Joyce Taylor-Papadimitriou | |
Birth Place: | Burnley, Lancashire, England |
Fields: | Molecular biology and genetics |
Alma Mater: | University of Cambridge and University of Toronto |
Doctoral Advisor: | Louis Siminovitch |
Known For: | Interferon type 1 requires the synthesis of effector proteins |
Awards: | Fellow of the Academy of Medical Sciences, 2001 |
Joyce Taylor-Papadimitriou FMedSci (born 1932) is a British molecular biologist and geneticist. She is Senior Fellow and Visiting Professor at King's College London specialising in the area of cellular, genetic and proteomic studies on patient breast tumour samples, and works within the Breast Cancer Biology Group.[1] She was the first to identify that the action of interferon type 1 requires the synthesis of effector proteins.

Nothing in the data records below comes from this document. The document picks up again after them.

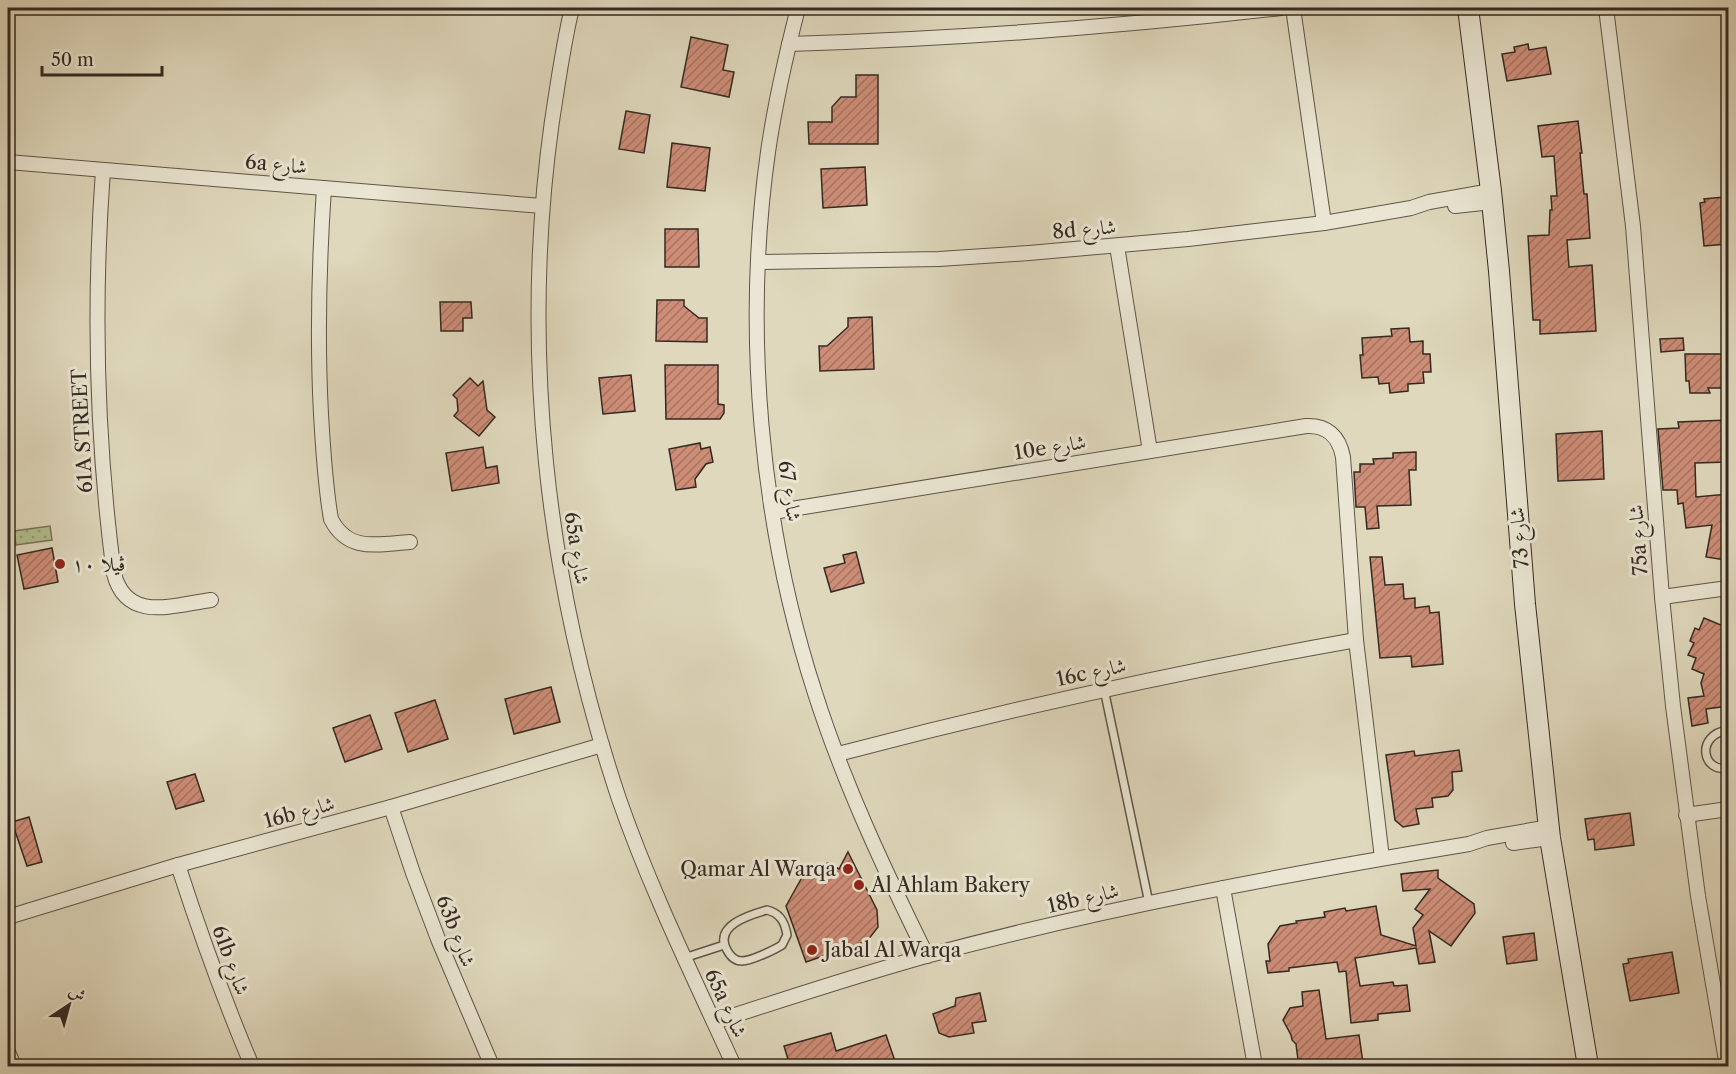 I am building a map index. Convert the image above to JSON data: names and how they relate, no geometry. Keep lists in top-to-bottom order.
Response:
{
  "streets": {
    "street": [
      "6a شارع",
      "8d شارع",
      "61A STREET",
      "10e شارع",
      "شارع 67",
      "شارع 73",
      "75a شارع",
      "65a شارع",
      "16c شارع",
      "16b شارع",
      "18b شارع",
      "63b شارع",
      "61b شارع"
    ]
  },
  "crossings": [
    ["6a شارع", "61A STREET"],
    ["6a شارع", "65a شارع"],
    ["8d شارع", "شارع 67"],
    ["8d شارع", "شارع 73"],
    ["10e شارع", "شارع 67"],
    ["10e شارع", "16c شارع"],
    ["شارع 67", "16c شارع"],
    ["شارع 67", "18b شارع"],
    ["شارع 73", "18b شارع"],
    ["65a شارع", "16b شارع"],
    ["65a شارع", "18b شارع"],
    ["16b شارع", "63b شارع"],
    ["16b شارع", "61b شارع"]
  ],
  "places": [
    "ڤيلا ١٠",
    "Qamar Al Warqa",
    "Al Ahlam Bakery",
    "Jabal Al Warqa"
  ],
  "scale_bar": "50 m",
  "north": "top right"
}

Joyce Taylor-Papadimitriou was born in 1932 in Burnley, Lancashire.[2] [3] She read biochemistry at the University of Cambridge, graduating in 1954. Further study led to a PhD at the University of Toronto, supervised by Louis Siminovitch.
As an early career researcher, Taylor-Papadimitriou worked at the National Institute for Medical Research (NIMR), London with Alick Isaacs. Here she found that the action of type 1 interferons requires effector protein synthesis. She worked in Greece for eight years following NIMR, returning to England after to set up her own lab at the Imperial Cancer Research Fund (ICRF).
Her work has included identifying and characterising the MUC1 membrane mucin, a breast and ovarian tumour associated antigen which is over expressed and aberrantly glycosylated in these tissues. Immunogens based on the MUC1 mucin are in various clinical trials.
Her most highly cited paper, Sandra J. GendlerS, Carole A. Lancaster, Joyce Taylor-Papadimitriou, Trevor Duhig, Nigel Peat, Joy Burchell, Lucy Pemherton, El-Nasir Lalani, and David Wilson " Molecular Cloning and Expression of Human Tumor-associated Polymorphic Epithelial Mucin*" Journal of Biological Chemistry 265:15286-93 (1990) has been cited 1039 times. The most cited paper of which she is first author, Joyce Taylor-Papadimitriou1, J. A. Peterson2, J. Arklie1, Joy Burchell1, R. L. Ceriani2 and W. F. Bodmer1 "Monoclonal antibodies to epithelium‐specific components of the human milk fat globule membrane: Production and reaction with cells in culture" International Journal of Cancer Volume 28, Issue 1, pages 17–21, 15 July 1981 has been cited 698 times.[4]
Taylor-Papadimitriou was elected a Fellow of the Academy of Medical Sciences in 2001.[5]